# Board Layout Advice



## RunningSparky (Feb 9, 2013)

I'm getting ready to start building out my patch panels and need some experienced advice for this data rookie going solo on this job. 40 drops, split into 5 office suites. Each suite gets dedicated 4U rack, 24-port patch panel & 1U shelf. Remaining 2U open for tenant to put switches, or other goodies. 

The building owner put up OSB instead of a nice 3/4" ply board for me to put my wall-mount racks on. This space will also have phone co. and cable co. 

1. You can see phone co. has pulled their cable in. How much room typically they need? Can cable co. go above? "Stacked" configuration for these two utilities? What is common? 

2. What order would you put the patch panel & shelf? 

3. I'm not sure I want to bring cable in from the back...drilling through board into the racks. This is in a "loft" area, I brought all home runs behind the board. Can I bring my cable trunk down the side and come into racks that way? What is common practice? 

I've tossed around thoughts of sleeving some EMT to help route things, maybe I'm overthinking things. I just don't want to have to redo anything while still thinking about future room to grow.


----------



## splatz (May 23, 2015)

Do yourself a favor, lay this all out with masking tape. I think you'll find you need more space. 

Each tenant will have a receptacle, a surge strip, a shelf, a patch panel bracket, and possibly an RJ21X from the telco. They may want a small UPS battery backup as well. The shelf will have to hold a cable or dsl modem, a router, possibly a switch (full size switches don't fit in those brackets) and possibly a cable co telephony device. 

That's going to be about 4' wide by 18" tall per tenant. Nobody wants there stuff up by the ceiling where they have to stand on a bucket to check a connection. Nobody wants to crawl on the floor either. 

I'd do one of two things: 

1. Rip down that OSB and put up 3/4" plywood, mount it so the top is about 6' high and the bottom is about 2' off the floor. Divide it into six 4' x 16" sections. Lower left for the telco terminal and cable co's splitter / amp, the rest one per tenant. 

2. Install two full size racks, send back the patch panel brackets, divide those up between the tenants. You could try and squeeze them into one but it would be a mistake. 

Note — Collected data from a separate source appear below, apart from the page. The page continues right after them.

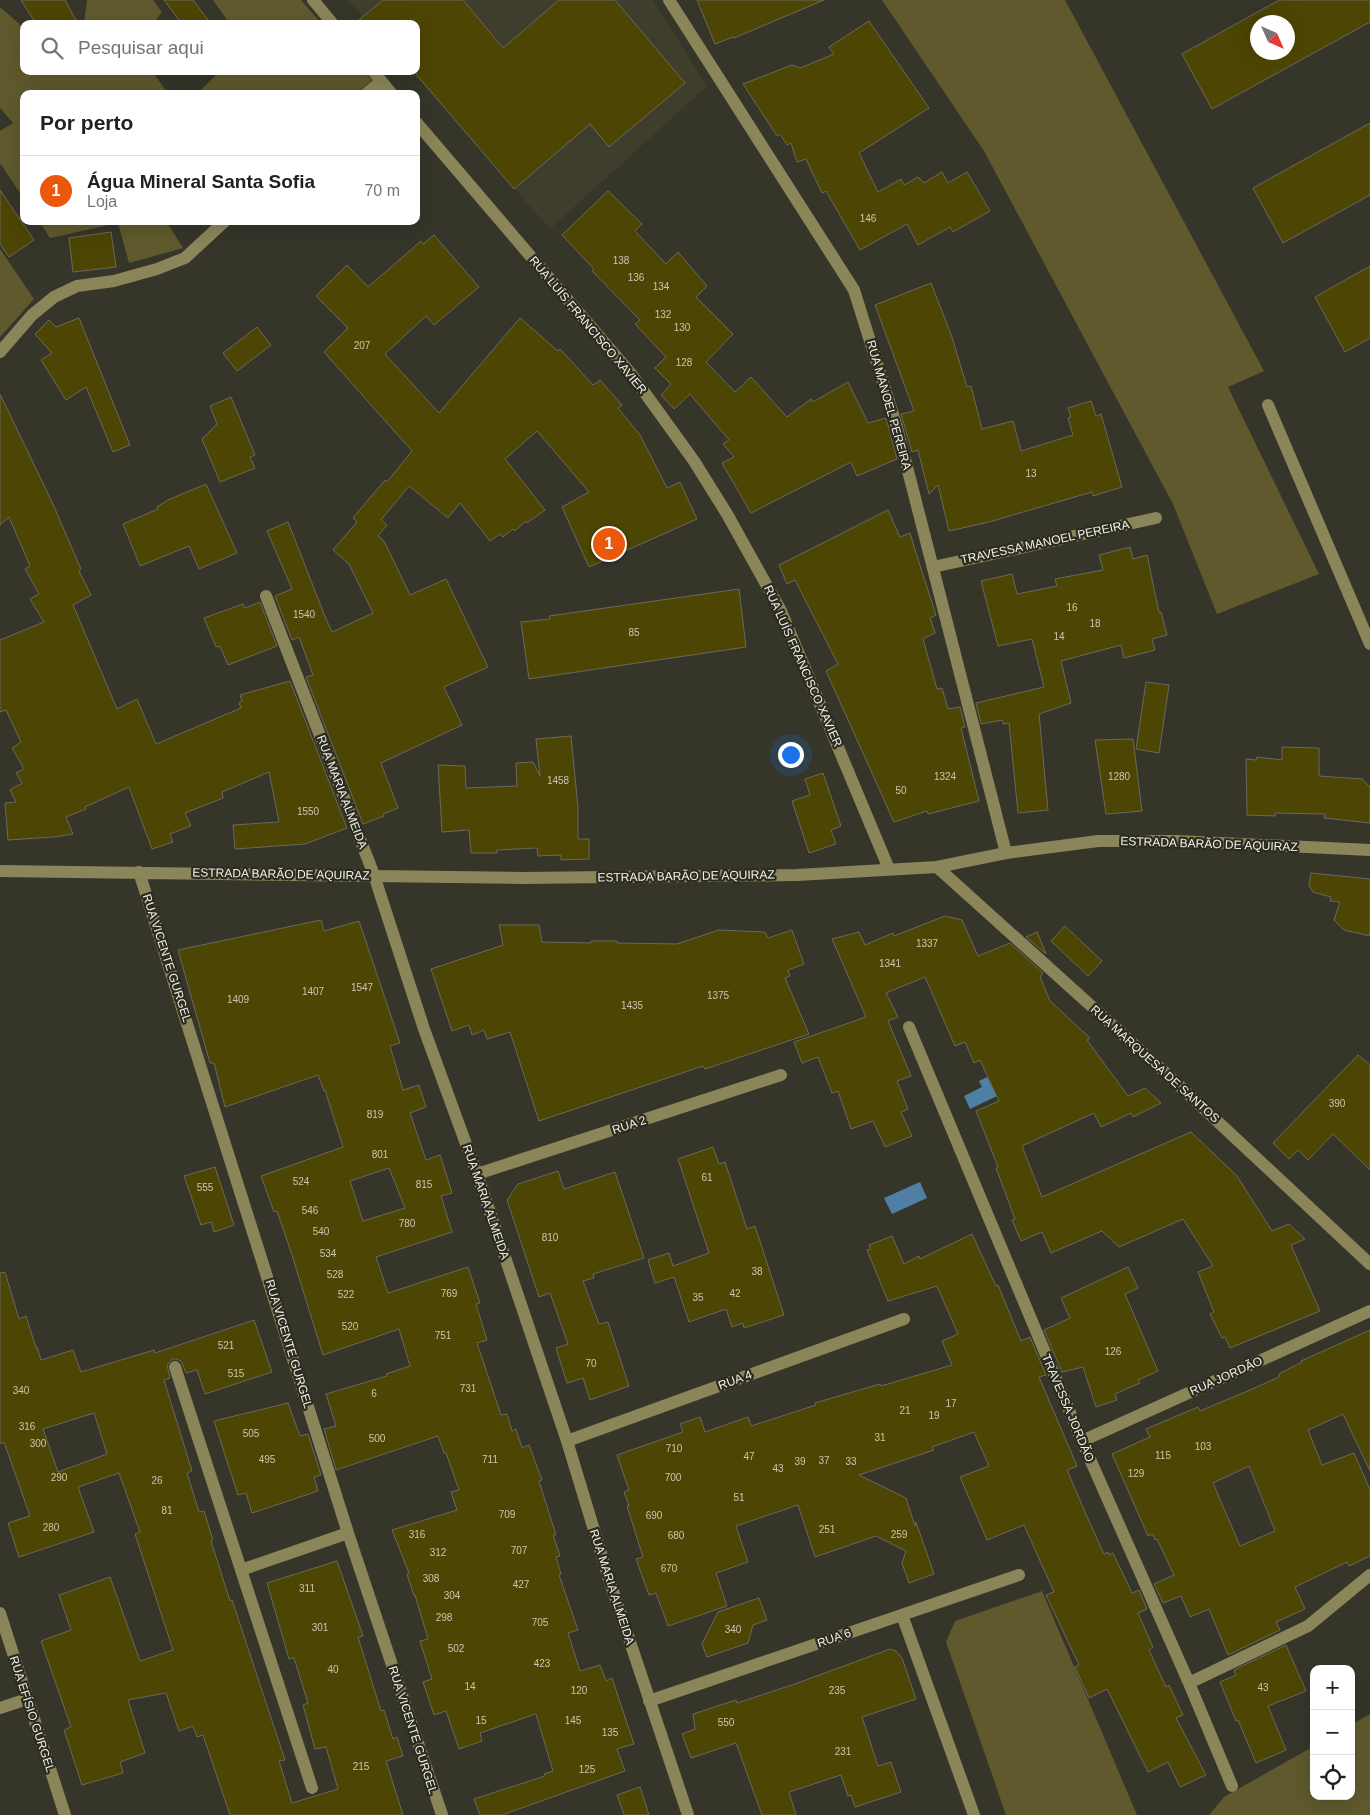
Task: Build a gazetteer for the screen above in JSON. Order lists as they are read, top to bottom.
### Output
{
  "streets": {
    "street": [
      "RUA LUÍS FRANCISCO XAVIER",
      "RUA MANOEL PEREIRA",
      "TRAVESSA MANOEL PEREIRA",
      "RUA MARIA ALMEIDA",
      "ESTRADA BARÃO DE AQUIRAZ",
      "RUA VICENTE GURGEL",
      "RUA MARQUESA DE SANTOS",
      "RUA 2",
      "RUA JORDÃO",
      "RUA 4",
      "TRAVESSA JORDÃO",
      "RUA 6",
      "RUA EFÍSIO GURGEL"
    ]
  },
  "crossings": [
    ["RUA LUÍS FRANCISCO XAVIER", "ESTRADA BARÃO DE AQUIRAZ"],
    ["RUA MANOEL PEREIRA", "TRAVESSA MANOEL PEREIRA"],
    ["RUA MANOEL PEREIRA", "ESTRADA BARÃO DE AQUIRAZ"],
    ["RUA MARIA ALMEIDA", "ESTRADA BARÃO DE AQUIRAZ"],
    ["RUA MARIA ALMEIDA", "RUA 2"],
    ["RUA MARIA ALMEIDA", "RUA 4"],
    ["RUA MARIA ALMEIDA", "RUA 6"],
    ["ESTRADA BARÃO DE AQUIRAZ", "RUA VICENTE GURGEL"],
    ["ESTRADA BARÃO DE AQUIRAZ", "RUA MARQUESA DE SANTOS"],
    ["RUA JORDÃO", "TRAVESSA JORDÃO"]
  ],
  "house_numbers": [
    "146",
    "138",
    "136",
    "134",
    "132",
    "130",
    "207",
    "128",
    "13",
    "16",
    "1540",
    "18",
    "85",
    "14",
    "1324",
    "1280",
    "1458",
    "50",
    "1550",
    "1337",
    "1341",
    "1547",
    "1407",
    "1375",
    "1409",
    "1435",
    "390",
    "819",
    "801",
    "61",
    "524",
    "815",
    "555",
    "546",
    "780",
    "540",
    "810",
    "534",
    "38",
    "528",
    "769",
    "42",
    "522",
    "35",
    "520",
    "751",
    "521",
    "126",
    "70",
    "515",
    "731",
    "340",
    "6",
    "17",
    "21",
    "19",
    "316",
    "505",
    "31",
    "500",
    "300",
    "103",
    "710",
    "115",
    "47",
    "495",
    "711",
    "37",
    "39",
    "33",
    "43",
    "129",
    "290",
    "700",
    "26",
    "51",
    "81",
    "709",
    "690",
    "280",
    "251",
    "316",
    "259",
    "680",
    "707",
    "312",
    "670",
    "308",
    "427",
    "311",
    "304",
    "298",
    "705",
    "301",
    "340",
    "502",
    "423",
    "40",
    "14",
    "43",
    "120",
    "235",
    "15",
    "145",
    "550",
    "135",
    "231",
    "215",
    "125"
  ],
  "north": "bottom right",
  "page": {
    "search": "Pesquisar aqui",
    "heading": "Por perto",
    "list": [
      {
        "mark": "1",
        "name": "Água Mineral Santa Sofia",
        "note": "Loja",
        "value": "70 m"
      }
    ],
    "pins": "1",
    "map_buttons": ["+", "−"]
  }
}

The cable routing - I'd come in from behind the wall into each patch panel bracket if you go with a wall mount. With racks, it's simple.


----------



## gnuuser (Jan 13, 2013)

splatz said:


> Do yourself a favor, lay this all out with masking tape. I think you'll find you need more space.
> 
> Each tenant will have a receptacle, a surge strip, a shelf, a patch panel bracket, and possibly an RJ21X from the telco. They may want a small UPS battery backup as well. The shelf will have to hold a cable or dsl modem, a router, possibly a switch (full size switches don't fit in those brackets) and possibly a cable co telephony device.
> 
> ...


i agree but also install a sheet-metal backing plate behind the plywood and bolt the rack housing to it with anti vibe washers:thumbsup:
vibration from various sources can do a lot of damage over time.


----------



## Wired4Life10 (Jul 9, 2011)

Is this in an attic without heating and cooling? If so, what idiot designated this space and why the hell did you agree to do it there?


----------



## Wpgshocker (Jan 25, 2013)

Panduit chase down the middle with smaller panduit branches. It will keep it neat and easy to work on later. In a perfect world, the metal gutters from middle Atlantic are awesome for running and concealing a mess of wire.


Sent from my iPhone using Tapatalk


----------



## lortech (Mar 7, 2012)

splatz said:


> Do yourself a favor, lay this all out with masking tape. I think you'll find you need more space.
> 
> Each tenant will have a receptacle, a surge strip, a shelf, a patch panel bracket, and possibly an RJ21X from the telco. They may want a small UPS battery backup as well. The shelf will have to hold a cable or dsl modem, a router, possibly a switch (full size switches don't fit in those brackets) and possibly a cable co telephony device.
> 
> ...


He needs fire resistant plywood or special paint to paint the backboard. Also need electrical outlets dedicated to the data and not shared with anything else in the apt,business.


----------